One of the very true things about teaching writing is it makes one become a grading efficiency expert out of necessity.  There's just so much to grade.  Compounding this is the fact that most beginning teachers tend to want to comment on everything.

Part of this is the "hey, I will give them the feedback I would want" factor.  The problem with this is most grad students will be writing and rewriting because it's their job.

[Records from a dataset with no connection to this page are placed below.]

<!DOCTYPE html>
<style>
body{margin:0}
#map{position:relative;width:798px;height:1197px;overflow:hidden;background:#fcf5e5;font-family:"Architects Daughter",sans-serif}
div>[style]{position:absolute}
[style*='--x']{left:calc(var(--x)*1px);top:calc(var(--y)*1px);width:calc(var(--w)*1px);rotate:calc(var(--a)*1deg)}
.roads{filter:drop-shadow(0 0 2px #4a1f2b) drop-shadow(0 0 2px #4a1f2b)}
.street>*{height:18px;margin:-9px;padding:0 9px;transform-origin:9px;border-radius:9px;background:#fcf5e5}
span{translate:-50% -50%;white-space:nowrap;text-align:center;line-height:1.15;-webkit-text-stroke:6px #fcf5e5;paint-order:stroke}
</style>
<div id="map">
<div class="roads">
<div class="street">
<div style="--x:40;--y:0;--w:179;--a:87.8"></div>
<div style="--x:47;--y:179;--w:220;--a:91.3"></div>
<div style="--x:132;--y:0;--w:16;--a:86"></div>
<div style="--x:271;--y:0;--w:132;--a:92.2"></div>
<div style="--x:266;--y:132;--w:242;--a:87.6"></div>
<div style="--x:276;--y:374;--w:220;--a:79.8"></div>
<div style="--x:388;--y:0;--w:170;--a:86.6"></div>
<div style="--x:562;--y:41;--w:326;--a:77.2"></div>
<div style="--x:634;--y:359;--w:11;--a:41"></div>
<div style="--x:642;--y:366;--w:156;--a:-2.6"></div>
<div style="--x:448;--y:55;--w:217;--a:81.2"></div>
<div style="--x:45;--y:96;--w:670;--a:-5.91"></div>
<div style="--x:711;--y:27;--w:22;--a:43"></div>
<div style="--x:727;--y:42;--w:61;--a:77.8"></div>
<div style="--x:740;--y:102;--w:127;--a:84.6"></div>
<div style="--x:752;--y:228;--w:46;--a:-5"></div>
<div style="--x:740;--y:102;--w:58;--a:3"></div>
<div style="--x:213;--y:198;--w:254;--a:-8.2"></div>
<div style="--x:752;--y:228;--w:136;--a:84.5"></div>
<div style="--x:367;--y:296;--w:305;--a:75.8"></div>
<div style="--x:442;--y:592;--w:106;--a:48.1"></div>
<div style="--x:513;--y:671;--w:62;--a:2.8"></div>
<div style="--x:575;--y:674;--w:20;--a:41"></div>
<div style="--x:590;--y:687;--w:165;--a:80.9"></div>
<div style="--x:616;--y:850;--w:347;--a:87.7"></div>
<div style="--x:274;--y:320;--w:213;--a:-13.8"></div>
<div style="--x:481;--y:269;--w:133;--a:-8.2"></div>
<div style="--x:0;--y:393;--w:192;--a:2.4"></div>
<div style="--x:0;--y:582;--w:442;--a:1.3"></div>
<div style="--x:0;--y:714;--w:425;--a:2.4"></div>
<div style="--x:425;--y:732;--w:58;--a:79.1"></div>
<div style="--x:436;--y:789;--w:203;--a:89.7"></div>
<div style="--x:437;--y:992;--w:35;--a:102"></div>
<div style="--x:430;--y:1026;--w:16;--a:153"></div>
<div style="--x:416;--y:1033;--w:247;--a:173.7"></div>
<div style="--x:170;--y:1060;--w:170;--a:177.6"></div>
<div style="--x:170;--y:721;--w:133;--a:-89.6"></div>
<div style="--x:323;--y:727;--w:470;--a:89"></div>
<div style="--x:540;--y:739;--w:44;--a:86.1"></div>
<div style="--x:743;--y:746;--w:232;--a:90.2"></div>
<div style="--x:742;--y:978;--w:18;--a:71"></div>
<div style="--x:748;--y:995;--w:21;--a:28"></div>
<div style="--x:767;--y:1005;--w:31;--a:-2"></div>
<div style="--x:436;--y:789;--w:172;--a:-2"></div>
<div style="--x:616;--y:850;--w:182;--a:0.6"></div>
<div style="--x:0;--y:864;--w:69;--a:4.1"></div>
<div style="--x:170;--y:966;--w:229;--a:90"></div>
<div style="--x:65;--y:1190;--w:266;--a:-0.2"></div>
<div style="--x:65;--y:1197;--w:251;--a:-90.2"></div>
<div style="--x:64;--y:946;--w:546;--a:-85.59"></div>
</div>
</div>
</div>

Their professional development depends on rewriting until everything is as close to perfect as possible.  Students, however, will never do that level of writing.  The other factor at work is many people think commenting on every single line will make them appear to be that much more of an authority figure.  This is important to many people, because let's face it.  There's no one as insecure as a young teacher.

When you teach writing, however, you get 4-5 papers for every single student.  Then there is the rough drafts, so you can double that number.  Then there are proposals and outlines.  If you try to comment on everything, you will, quite simply, go mad.  The thing, though, is that students just don't need this level of commentary...nor do they want it.  Page after page of commentary might actually do more harm than good;  after all, students are people too (evidence to the contrary), and seeing nothing but grading marks is a bit disheartening.


My solution?  I've gone to just a two page rubric.   I read the whole paper in one sitting only.  I check some boxes. I give them maybe 5-6 sentences.  No conferences...unless they want one.  This way, I can bust out 5-6 papers an hour rather than the 2-3 conferences I would do...or the 2-3 papers I would grade when I was the "pages of notes" instructor.  The best thing about this, however, is the responses are pretty much the same in demeanor and judgement.  And 98% of the students are equally happy.  If someone wants more feedback...well, that's what office hours are for.

Lesson?  Why kill yourself if only for your own ego? It need not be a requirement of teaching.